In the United Kingdom, members of Parliament have long been allowed to bill taxpayers for the expense of maintaining a second home because they are required to spend time in both London and their home districts. The office responsible for deciding what was reasonable approved nearly every request. Consequently British members of Parliament (MPs) treated it like a big blank check. And because their expenses were hidden from the public, MPs thought they had it made, until a newspaper printed a leaked copy of those expense claims in 2009.

Not surprisingly, the MPs had behaved abominably. Many of them declared their second home to be whichever one was due for major and lavish renovations (including dredging the moats). When the renovations were completed, they simply redesignated their primary home as their secondary home and renovated that one too, sometimes selling the newly renovated home for a huge profit.

Late night comedians are grateful for the never-ending stream of scandals like this one coming from political centers of power. But are the rest of us any better than our leaders?

Psychologists have done extensive research on the effects of “plausible deniability.” In one study, subjects performed a task and were given a slip of paper and a verbal confirmation of how much they were to be paid. But when they took the slip to another room to receive their pay, the cashier misread one digit and handed them too much money. Only 20 percent spoke up to correct the mistake.

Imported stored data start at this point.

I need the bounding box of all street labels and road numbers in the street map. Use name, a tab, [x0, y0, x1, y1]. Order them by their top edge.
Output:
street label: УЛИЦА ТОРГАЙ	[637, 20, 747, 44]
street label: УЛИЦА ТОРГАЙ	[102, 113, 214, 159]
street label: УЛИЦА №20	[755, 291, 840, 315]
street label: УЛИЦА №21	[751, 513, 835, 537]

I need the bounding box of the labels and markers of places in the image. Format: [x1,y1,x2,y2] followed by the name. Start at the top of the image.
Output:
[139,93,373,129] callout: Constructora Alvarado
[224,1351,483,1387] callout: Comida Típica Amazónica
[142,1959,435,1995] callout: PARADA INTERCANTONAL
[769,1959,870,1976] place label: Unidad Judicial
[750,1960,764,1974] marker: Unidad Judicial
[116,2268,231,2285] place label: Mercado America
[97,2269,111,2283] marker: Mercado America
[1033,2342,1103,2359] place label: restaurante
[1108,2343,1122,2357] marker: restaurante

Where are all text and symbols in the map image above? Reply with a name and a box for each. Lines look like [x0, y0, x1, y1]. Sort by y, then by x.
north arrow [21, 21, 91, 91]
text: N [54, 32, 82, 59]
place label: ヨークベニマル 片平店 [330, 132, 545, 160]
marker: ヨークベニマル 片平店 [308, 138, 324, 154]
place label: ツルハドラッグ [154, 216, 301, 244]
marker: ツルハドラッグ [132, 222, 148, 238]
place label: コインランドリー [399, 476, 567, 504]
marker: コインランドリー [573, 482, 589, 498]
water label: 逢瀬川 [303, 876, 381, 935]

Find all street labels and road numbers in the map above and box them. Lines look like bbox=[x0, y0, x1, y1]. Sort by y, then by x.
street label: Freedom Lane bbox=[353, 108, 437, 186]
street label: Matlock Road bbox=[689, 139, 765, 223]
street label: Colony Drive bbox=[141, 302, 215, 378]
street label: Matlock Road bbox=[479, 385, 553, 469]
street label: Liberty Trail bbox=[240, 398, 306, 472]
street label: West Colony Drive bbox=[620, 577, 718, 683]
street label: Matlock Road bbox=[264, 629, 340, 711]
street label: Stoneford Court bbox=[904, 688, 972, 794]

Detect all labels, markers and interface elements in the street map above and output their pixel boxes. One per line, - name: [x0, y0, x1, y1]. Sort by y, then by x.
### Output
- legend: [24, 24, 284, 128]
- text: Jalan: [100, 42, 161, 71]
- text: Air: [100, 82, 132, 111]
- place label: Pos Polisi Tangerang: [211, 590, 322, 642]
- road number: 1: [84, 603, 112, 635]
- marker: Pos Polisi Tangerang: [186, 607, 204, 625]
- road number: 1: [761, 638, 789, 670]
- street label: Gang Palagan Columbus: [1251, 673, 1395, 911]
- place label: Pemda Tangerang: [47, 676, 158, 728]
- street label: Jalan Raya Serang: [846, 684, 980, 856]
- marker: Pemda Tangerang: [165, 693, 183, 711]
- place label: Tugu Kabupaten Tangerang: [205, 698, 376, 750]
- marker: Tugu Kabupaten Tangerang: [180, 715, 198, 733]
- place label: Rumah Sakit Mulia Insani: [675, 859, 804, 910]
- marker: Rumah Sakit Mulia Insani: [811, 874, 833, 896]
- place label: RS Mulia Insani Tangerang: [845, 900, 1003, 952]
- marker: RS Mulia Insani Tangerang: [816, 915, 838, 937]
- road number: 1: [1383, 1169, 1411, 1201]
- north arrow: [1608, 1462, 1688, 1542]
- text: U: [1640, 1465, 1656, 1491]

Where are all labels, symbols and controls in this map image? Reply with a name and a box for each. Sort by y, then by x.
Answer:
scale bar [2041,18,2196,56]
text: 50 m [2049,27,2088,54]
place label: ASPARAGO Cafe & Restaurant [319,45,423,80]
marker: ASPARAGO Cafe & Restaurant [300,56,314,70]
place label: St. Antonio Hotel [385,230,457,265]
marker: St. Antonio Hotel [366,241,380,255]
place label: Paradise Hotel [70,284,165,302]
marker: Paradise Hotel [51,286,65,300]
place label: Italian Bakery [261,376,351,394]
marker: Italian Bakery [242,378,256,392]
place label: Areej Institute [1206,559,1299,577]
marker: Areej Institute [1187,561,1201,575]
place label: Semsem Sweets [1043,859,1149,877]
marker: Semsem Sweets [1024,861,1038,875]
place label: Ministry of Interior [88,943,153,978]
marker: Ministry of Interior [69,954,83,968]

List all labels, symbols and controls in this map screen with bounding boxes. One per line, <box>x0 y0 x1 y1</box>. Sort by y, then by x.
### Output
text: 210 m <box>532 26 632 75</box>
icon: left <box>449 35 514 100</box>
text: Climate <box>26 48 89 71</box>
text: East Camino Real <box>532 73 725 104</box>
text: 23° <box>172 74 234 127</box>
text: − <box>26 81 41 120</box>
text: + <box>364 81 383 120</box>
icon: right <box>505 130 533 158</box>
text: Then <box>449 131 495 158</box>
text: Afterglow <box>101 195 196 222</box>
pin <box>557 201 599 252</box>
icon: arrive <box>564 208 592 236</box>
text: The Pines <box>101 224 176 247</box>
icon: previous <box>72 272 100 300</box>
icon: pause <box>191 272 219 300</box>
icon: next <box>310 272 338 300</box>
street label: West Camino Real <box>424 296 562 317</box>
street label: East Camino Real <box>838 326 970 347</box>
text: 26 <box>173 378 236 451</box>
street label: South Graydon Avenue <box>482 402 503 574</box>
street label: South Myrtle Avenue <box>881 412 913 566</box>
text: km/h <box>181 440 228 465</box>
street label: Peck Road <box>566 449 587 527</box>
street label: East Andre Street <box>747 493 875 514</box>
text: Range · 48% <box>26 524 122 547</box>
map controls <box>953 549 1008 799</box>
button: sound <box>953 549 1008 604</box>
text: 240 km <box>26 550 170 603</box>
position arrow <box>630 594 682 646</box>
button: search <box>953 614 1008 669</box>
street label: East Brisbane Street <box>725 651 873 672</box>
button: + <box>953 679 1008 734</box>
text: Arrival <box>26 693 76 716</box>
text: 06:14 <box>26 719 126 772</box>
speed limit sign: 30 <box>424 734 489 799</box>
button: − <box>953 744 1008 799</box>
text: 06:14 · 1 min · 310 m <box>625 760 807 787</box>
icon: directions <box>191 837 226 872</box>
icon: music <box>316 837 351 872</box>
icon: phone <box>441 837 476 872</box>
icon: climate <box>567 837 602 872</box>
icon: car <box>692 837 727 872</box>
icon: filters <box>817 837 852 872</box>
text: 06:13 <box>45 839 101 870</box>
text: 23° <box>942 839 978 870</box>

July29_MT_JNThe story changed, however, when the cashier asked them if the payment was correct. In that case 60 percent said “no” and returned the extra money. Being asked directly removes plausible deniability. If a direct lie was required to keep the money, people were three times more likely to be honest.

In his book Predictably Irrational, Dan Ariely describes a series of studies in which participants had the opportunity to earn more money by claiming to have solved more math problems than they really did. Ariely summarized his findings like this: “When given the opportunity, many honest people will cheat. In fact, rather than finding that a few bad apples were weighting the averages, we discovered that the majority of people cheated, and they cheated just a little bit.”

Curiously, people didn’t try to get away with as much as they could. Rather, they cheated only up to the point where they themselves could no longer find a justification that would preserve their belief in their own honesty!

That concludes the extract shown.